Maatschappelijke problemen over bereikbaarheid en toegankelijkheid van het betalingsverkeer worden in het Maatschappelijk Overleg Betalingsverkeer (MOB)2 besproken, waarin zo nodig naar gepaste oplossingen wordt gezocht. Op deze manier probeert het MOB de bereikbaarheid en toegankelijkheid van betaaldiensten en bancaire voorzieningen te waarborgen.

Het MOB werkt aan een nieuwe Bereikbaarheidsmonitor.
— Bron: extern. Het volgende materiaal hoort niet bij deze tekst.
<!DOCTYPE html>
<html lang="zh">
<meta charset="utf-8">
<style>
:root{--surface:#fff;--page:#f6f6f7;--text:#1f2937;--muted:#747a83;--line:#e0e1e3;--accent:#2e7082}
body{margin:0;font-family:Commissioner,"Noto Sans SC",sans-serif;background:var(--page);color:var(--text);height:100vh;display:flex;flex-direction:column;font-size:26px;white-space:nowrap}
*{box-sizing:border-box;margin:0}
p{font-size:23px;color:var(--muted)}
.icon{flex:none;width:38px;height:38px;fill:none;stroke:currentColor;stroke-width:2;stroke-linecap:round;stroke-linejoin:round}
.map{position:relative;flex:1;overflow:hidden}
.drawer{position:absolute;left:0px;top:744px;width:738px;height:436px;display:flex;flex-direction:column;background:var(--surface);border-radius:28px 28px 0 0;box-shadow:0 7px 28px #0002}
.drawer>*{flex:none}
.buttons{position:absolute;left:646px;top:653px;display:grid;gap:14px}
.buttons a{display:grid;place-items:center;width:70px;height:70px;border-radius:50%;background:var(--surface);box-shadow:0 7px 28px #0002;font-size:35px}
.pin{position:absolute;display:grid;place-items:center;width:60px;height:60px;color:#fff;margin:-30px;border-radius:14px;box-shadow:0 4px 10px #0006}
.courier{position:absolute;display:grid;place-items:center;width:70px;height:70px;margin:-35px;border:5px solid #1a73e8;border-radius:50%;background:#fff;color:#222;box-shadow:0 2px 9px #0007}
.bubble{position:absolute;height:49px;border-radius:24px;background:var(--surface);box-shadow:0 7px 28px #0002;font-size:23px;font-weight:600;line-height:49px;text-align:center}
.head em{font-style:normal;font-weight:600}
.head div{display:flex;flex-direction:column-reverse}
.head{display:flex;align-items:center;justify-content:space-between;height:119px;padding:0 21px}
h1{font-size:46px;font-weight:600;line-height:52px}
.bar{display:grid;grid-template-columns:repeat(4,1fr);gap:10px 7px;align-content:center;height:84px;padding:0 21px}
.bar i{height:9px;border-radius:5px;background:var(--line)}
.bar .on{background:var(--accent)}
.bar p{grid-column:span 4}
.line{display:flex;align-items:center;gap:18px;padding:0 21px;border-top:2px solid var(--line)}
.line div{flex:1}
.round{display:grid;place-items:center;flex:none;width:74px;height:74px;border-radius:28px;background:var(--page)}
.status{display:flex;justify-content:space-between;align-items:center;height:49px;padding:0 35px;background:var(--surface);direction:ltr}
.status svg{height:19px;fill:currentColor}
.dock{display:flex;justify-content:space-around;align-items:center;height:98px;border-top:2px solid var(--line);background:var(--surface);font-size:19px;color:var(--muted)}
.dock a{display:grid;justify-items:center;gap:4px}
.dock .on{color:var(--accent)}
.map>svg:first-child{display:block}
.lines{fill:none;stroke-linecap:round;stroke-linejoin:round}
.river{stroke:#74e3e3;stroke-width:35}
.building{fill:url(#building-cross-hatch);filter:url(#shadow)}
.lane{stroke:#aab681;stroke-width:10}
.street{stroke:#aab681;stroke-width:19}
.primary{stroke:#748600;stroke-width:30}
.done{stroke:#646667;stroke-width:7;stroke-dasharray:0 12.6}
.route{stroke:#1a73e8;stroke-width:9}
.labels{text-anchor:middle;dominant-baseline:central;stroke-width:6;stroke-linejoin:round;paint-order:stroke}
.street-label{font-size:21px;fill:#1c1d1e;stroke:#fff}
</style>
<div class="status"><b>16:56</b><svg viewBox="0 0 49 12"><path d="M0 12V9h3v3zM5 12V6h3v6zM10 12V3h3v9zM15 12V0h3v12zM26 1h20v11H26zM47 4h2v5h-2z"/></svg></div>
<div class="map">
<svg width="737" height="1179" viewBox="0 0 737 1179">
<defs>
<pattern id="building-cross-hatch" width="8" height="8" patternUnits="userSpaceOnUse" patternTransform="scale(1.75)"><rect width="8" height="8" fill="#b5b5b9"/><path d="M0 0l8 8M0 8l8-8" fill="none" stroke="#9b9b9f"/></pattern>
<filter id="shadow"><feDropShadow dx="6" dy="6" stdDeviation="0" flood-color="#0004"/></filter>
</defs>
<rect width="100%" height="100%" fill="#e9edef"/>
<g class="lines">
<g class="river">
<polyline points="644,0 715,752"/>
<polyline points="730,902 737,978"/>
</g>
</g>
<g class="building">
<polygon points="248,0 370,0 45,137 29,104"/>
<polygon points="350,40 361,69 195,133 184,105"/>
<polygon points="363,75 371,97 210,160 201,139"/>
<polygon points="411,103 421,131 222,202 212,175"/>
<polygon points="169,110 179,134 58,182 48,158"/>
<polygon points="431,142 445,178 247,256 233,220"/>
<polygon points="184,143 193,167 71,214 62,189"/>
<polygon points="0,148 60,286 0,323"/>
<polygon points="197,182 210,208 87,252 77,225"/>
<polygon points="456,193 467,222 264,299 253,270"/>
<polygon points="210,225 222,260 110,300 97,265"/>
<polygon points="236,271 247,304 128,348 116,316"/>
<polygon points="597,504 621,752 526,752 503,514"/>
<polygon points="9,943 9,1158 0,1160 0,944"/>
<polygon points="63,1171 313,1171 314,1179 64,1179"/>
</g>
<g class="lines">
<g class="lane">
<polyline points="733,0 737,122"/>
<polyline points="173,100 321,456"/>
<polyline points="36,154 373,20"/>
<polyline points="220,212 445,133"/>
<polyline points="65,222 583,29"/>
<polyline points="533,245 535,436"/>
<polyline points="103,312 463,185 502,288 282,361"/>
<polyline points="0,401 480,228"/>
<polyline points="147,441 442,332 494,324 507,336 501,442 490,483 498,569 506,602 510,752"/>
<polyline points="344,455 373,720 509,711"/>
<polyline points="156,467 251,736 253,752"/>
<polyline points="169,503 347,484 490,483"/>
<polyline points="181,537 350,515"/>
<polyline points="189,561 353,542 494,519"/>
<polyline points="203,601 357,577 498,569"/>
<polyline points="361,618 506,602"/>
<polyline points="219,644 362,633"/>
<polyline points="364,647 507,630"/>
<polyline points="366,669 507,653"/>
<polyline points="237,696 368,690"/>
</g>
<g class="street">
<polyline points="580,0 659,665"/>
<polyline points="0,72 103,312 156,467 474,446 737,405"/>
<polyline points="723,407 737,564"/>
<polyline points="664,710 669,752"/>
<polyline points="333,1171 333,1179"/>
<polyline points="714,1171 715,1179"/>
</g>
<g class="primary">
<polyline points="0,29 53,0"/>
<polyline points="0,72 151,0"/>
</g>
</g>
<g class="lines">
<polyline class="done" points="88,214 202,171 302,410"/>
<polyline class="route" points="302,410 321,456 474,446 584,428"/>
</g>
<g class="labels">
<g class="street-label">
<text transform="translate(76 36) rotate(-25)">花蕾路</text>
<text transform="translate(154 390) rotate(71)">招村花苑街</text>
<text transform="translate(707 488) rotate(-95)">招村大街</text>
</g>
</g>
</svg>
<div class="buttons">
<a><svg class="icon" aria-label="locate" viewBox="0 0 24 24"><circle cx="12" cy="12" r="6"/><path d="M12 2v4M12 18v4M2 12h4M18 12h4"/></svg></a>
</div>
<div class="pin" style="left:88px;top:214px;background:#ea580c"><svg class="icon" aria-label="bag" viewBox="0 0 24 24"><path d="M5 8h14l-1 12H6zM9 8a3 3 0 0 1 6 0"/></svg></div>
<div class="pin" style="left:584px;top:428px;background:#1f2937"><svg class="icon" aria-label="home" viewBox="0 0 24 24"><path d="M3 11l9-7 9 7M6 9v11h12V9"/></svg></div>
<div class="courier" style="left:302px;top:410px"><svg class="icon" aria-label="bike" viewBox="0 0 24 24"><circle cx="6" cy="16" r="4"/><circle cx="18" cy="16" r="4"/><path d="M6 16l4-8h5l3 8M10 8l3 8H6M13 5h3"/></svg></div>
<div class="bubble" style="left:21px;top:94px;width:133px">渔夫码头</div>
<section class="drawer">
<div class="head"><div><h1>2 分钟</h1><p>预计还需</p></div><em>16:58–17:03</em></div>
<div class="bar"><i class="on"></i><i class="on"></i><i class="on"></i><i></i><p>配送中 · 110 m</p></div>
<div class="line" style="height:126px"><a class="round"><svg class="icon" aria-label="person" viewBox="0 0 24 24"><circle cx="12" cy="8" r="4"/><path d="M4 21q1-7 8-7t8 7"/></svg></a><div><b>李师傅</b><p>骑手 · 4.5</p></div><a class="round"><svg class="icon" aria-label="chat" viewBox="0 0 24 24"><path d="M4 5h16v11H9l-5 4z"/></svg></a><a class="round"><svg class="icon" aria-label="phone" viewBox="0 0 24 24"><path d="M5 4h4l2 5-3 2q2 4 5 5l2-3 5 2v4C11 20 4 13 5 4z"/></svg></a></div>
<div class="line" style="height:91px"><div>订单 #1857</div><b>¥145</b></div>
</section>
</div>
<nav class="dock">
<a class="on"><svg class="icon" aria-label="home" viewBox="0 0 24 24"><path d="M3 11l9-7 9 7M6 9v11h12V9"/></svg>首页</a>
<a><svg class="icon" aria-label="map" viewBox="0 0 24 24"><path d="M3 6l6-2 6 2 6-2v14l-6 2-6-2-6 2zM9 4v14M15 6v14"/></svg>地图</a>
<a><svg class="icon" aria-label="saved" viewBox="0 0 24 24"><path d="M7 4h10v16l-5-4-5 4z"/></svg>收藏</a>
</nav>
Die geeft, kort samengevat:

  • a. een overzicht van de actuele bereikbaarheid en toegankelijkheid van het betalingsverkeer voor consumenten en het MKB;

  • b. gaat specifiek in op de toegankelijkheid voor blinden en slechtzienden en geeft inzicht in de problemen die deze doelgroep hierin ondervindt;

  • c. brengt het gebruik van alternatieve oplossingen en voorzieningen voor bankdiensten in beeld.
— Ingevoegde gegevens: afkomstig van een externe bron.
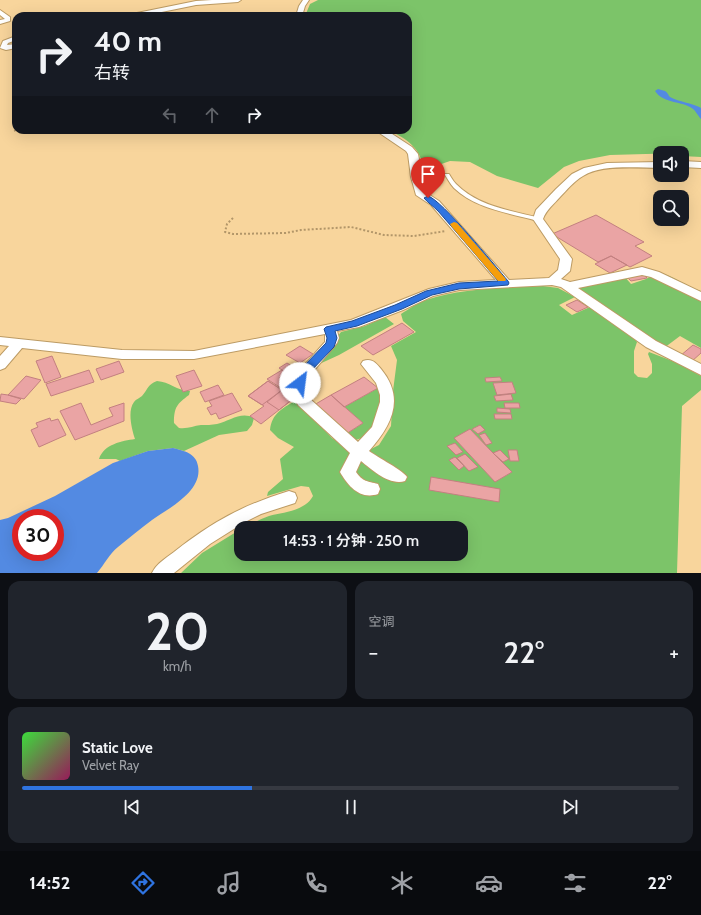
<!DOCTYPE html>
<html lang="zh">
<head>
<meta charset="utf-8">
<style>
	:root { --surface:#171b24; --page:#20242c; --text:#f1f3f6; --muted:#9ea1a6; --line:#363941; --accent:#2f74e1 }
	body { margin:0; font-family:Cabin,"Noto Sans SC",sans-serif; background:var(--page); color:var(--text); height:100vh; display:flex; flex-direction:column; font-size:15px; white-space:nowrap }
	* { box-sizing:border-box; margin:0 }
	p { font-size:13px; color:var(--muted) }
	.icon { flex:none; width:22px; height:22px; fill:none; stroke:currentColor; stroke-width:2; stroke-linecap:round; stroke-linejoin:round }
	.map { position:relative; height:573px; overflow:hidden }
	.panel { display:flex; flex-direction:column; gap:8px; padding:8px; background:#0d0f14; flex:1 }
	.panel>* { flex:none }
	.hud { position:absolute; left:12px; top:12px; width:400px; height:122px; border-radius:12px; box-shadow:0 4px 16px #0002; background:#171b24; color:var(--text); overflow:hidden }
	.buttons { position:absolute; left:653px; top:146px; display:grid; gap:8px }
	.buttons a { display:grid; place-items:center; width:36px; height:36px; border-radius:8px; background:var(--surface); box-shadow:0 4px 16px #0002; font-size:20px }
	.speed { position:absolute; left:12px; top:509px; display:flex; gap:8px; font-size:20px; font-weight:700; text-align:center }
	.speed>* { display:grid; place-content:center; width:52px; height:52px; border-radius:50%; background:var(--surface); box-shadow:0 4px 16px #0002; line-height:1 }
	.speed .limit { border:6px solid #d22; background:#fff; color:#111 }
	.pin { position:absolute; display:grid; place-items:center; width:34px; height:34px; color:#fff; margin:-41px -17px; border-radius:50% 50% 50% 0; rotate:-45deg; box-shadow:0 0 4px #0007 }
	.pin .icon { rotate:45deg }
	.me { position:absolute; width:44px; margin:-22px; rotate:30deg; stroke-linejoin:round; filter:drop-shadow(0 0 3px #0008) }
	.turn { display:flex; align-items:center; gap:14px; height:84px; padding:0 16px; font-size:18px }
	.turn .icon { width:52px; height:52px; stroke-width:2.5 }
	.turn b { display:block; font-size:28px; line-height:34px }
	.lanes { display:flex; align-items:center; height:38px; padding:0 16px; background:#0003; justify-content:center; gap:20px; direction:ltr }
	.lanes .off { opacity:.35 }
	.big { font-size:30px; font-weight:600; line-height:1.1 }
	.panel .card { flex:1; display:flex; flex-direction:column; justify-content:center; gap:6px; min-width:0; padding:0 14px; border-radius:12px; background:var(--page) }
	.panel .dial { align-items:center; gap:0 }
	.dial b { font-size:52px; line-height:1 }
	.song { display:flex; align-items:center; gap:12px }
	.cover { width:48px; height:48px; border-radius:6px; background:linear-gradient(135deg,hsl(120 70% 55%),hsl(330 70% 35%)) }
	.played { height:4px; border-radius:2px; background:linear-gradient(90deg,var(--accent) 35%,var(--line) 35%) }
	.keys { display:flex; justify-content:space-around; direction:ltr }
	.heat { display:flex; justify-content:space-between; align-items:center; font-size:22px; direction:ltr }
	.panel .tiles { flex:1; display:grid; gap:8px; grid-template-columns:1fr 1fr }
	.card:last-child { grid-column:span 2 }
	.trip { position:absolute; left:234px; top:521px; width:234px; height:40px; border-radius:12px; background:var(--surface); box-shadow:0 4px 16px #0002; font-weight:600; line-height:40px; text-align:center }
	.tab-bar { display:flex; height:64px; justify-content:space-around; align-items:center; background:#090b0e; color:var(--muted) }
	.tab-bar .icon { width:28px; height:28px }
	.tab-bar .on { color:var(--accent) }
	.tab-bar b { font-size:18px; color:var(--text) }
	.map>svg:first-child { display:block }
</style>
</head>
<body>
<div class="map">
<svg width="701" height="573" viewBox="0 0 701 573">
	<rect width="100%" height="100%" fill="#f8d59c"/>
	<path fill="#7cc469" d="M318,0H701V157L682,156V153L610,155L579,161L564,167L538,188L497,176L470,162L450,161L424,170C420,147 408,140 389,130H408V16H305L310,4Z
		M658,272C674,276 686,286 701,291V348L680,336L664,348L577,287L624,276L631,284L646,279Z
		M543,286L558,288L575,297L559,305L572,315L590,307L634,338L637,342L634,351V373L638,377L647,378L652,373V364L648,354L649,352L675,362L701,376V390L682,406L677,573H181L202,553L241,529V554H461V528H243C252,524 260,519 269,516C284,512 305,511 313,496L309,487L301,486L267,496L268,492L283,479L280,459L294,447L278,438L270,430C272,413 282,409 296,400L332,438L351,451H367L379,445L391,426L393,391L397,360L391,346L416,332L403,321L401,314C409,309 417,303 426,300C463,288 504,288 543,286Z
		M385,317L394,324L339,355L315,366L341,332L365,326Z
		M157,381C170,382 175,390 190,391L189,395C177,404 174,407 174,423L179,428C188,429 193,426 201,425C206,425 212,425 217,424C230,421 241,411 254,418L252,425L247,431L219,435L184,451L173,448L148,451L120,461L116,459H99C104,444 122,441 135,439C132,430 127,411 134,402C136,399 140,398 142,396C148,389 148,384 157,381Z
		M378,388L382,392C379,411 377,434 356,440L346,434L363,423L344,407Z"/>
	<path fill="#538ae2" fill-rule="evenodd" d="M658,89L665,91C667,92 668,94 669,96C674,101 693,103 701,108V119C697,115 696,110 690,107C679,101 663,103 655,91Z
		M173,448C184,451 196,453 198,466C203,491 169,508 152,520C140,529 129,538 118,547C110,553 104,565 97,573H0V520L8,518L55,496L113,463L148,451ZM21,518H55V552H21Z"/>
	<path fill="#eaa4a4" stroke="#c38080" d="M596,215L644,242L635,246L652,256L630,267L611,256L598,262L552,234Z
		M611,256L627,265L610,273L595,264Z
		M642,273L647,278L631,281L626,276Z
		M577,300L588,307L577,312L566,305Z
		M402,323L414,332L373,355L361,346Z
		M693,345L701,349V353L691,362L680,356Z
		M300,346L313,354L300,363L286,355Z
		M52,356L61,377L45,383L36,361Z
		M119,361L124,372L101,380L96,369Z
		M287,363L295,368L288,374L279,368Z
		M89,370L94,382L51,396L46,384Z
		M194,370L202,386L183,392L176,376Z
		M282,370L295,378L281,388L267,379Z
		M26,376L41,380L24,399L8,395Z
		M364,377L378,388L344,407L331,395Z
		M500,377L502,381L486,382L485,378Z
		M268,381L282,390L286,387L298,395L261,424L250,416L264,406L248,396Z
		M268,381L282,390L262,405L248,396Z
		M512,382L516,393L497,395L493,383Z
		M218,385L224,395L205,402L200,392Z
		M286,387L298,395L279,410L267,402Z
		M232,393L242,410L219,419L216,413L211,415L207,408L212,406L209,401Z
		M1,394L8,395L21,399L16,404L0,401Z
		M511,394L513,400L496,401L494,396Z
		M331,395L363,423L346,434L314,405Z
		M81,403L91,425L113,416L109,408L124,403V421L75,440L60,411Z
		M504,403H519L520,408H505Z
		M497,408L510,409L511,413L497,412Z
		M494,414H511L512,419H495Z
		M50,418L51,421L58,419L66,435L39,447L31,430L38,427L36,423Z
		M480,425L485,430L478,434L472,429Z
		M470,429L493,453L512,472L495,482L454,438Z
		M485,433L492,443L486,445L479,435Z
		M455,443L463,452L456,455L447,446Z
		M500,450L509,459L503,462L493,453Z
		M508,450H517L519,461H510Z
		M465,454L478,467L469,471L457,458Z
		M455,457L464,466L459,470L449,460Z
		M431,477L500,489L499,502L429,490Z"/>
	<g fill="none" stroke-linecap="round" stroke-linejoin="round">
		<g stroke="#bc9b64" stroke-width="2">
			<path id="lane" d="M445,174H449C451,177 453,181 456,184C477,206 512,211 540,218L541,219L538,221C509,213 476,209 454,188C450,184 448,179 445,175Z"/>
		</g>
		<g stroke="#bc9b64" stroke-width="2">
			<path id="street" d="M212,0H241L238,2L196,5L142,16H129L132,14L196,1Z
				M303,0H309L305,6L302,16H296L299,6Z
				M0,10L10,17V21L0,24V20L5,19L0,15Z
				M16,36V40L8,43L7,45L16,44V48L6,50L0,48L3,41Z
				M375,130H386L412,147L418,154L425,192L439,201L509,280L549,278L558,270L560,259L533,219L536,210L556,189L572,174L584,168L607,163L660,162V168C639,168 601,164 583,176C574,181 567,190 560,197C554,204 546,210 543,219L572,259L570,271L561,279L570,282L642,267L659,272L701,292V301L651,277L642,275L578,288L656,341L701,364V375L646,347L561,287L552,285L459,290L433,296L403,310L359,327L337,331L339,338L337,343L311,374L307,386L308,393L309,398L358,442L372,427L380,402V395L376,383L361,364L363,361C372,358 376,363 381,369C406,399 391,426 369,451C377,457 404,471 407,477L405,481C390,486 372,470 361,461L356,472C363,482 367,481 378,484L380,489L378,494C360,500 348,486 340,472L350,453L298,405L293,393L295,379L300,370L325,342V334L194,359H122L22,348L5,368L0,370V356L9,346L0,345V337L122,350L194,351L351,320L429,289L459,282L496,280L431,205L416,195L411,177L408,154L406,151Z
				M682,161L701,162V168L682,167Z
				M289,491L295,493L297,498L295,503L261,514L245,522L210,544L174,573H152C156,564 166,558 174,552C212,522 243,505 289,491Z"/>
		</g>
		<path stroke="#b29669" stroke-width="1.5" stroke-dasharray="1.5 1.5" stroke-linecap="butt" d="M14,131L17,130"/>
		<path stroke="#b29669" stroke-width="2" stroke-dasharray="2 2" stroke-linecap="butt" d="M233,218L227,224L225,232L233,234L286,233L301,230L351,227L384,235L414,236L446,231"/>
		<use href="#lane" fill="#fff" fill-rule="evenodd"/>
		<use href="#street" fill="#fff" fill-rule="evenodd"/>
	</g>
	<path fill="#2f74e1" stroke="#1f4b92" d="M428,196C442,200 495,266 508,281L509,283L508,285L459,289L432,295L402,309L357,326L335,331L337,338L334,347L309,373L304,385H297L295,383L301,369L326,343L327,338L324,329L326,327L352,321L395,305L426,291L459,283L498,281C478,257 458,234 438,211C433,206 428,203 424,198Z"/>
	<path fill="#f59e0b" d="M454,222L457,223L505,278L506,280L505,281H498L451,226L450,224Z"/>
</svg>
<div class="buttons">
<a><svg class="icon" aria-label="sound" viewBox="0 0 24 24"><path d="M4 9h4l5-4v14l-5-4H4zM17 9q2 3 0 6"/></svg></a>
<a><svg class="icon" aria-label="search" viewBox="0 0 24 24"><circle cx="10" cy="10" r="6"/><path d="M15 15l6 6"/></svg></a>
</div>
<div class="speed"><div class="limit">30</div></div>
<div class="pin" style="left:428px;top:198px;background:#d93025"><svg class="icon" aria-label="arrive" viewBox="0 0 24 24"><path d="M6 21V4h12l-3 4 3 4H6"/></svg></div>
<svg class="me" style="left:300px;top:383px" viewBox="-20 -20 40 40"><circle r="19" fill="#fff"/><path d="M0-13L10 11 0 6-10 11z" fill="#2f74e1"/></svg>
<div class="trip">14:53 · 1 分钟 · 250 m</div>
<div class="hud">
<div class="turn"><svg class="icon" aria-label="right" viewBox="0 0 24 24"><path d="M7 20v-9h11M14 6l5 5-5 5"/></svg><div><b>40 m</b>右转</div></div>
<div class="lanes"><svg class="icon off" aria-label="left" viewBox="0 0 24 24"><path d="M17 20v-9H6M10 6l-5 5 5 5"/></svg><svg class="icon off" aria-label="ahead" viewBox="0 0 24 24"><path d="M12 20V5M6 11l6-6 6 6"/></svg><svg class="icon" aria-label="right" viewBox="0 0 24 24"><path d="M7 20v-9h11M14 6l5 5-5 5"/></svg></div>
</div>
</div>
<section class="panel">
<div class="tiles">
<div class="card dial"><b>20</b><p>km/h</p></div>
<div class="card"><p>空调</p>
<div class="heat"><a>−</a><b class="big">22°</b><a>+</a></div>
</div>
<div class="card">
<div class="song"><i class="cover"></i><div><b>Static Love</b><p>Velvet Ray</p></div></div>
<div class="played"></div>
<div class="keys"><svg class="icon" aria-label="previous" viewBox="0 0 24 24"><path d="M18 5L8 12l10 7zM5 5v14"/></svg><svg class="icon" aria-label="pause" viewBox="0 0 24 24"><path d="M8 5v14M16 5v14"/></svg><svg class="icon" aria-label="next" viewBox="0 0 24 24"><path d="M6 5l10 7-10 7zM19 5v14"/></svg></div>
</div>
</div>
</section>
<nav class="tab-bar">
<b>14:52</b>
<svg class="icon on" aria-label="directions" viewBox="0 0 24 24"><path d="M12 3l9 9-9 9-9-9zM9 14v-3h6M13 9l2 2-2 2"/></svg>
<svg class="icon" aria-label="music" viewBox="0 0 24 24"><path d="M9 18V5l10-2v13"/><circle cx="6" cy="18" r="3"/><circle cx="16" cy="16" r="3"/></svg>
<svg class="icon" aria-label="phone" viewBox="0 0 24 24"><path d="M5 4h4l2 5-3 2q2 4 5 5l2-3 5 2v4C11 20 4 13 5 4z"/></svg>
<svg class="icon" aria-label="climate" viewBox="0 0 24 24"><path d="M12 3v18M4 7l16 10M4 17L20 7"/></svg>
<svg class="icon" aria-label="car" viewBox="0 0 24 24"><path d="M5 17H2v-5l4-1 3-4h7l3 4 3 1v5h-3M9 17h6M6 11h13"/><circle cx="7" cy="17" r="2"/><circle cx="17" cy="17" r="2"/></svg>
<svg class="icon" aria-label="filters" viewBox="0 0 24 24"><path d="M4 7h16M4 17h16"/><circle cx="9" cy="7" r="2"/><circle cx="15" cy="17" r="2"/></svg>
<b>22°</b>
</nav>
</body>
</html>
De Bereikbaarheidsmonitor 2016 wordt in het MOB-najaarsoverleg, 29 november aanstaande, besproken. Zodra de Bereikbaarheidsmonitor van het MOB aan de Minister van Financiën wordt aangeboden, zal DNB worden verzocht dit zo snel mogelijk op haar website te publiceren.

Vraag 7

Hoe worden de banken betrokken bij de publiekscampagne rondom de inclusieve samenleving, zodat ook zij zich bewust worden van de inzet om mensen met een beperking zo mogelijk zelfstandig te laten deelnemen aan de maatschappij en van het feit dat het doen van al hun financiële zaken hiervan onderdeel moet zijn?

Antwoord 7

De publiekscampagne is gericht op de gehele Nederlandse samenleving, dus inclusief de banken. De publiekscampagne wordt momenteel vorm gegeven


X Noot
2

Het MOB richt zich op de bevordering van de maatschappelijke efficiëntie van het betalingsverkeer. Het MOB is breed samengesteld uit vertegenwoordigers van aanbieders en gebruikers in het betalingsverkeer. Dat zijn bijvoorbeeld de koepelorganisaties van banken en andere betaaldienstverleners, van winkeliers, organisaties van mensen met een functiebeperking, verenigde ouderenbonden en de Consumentenbond. DNB zit het MOB voor en verzorgt tevens de secretariaatsfunctie. Het Ministerie van Economische Zaken en Ministerie van Financiën nemen als waarnemer aan het MOB deel.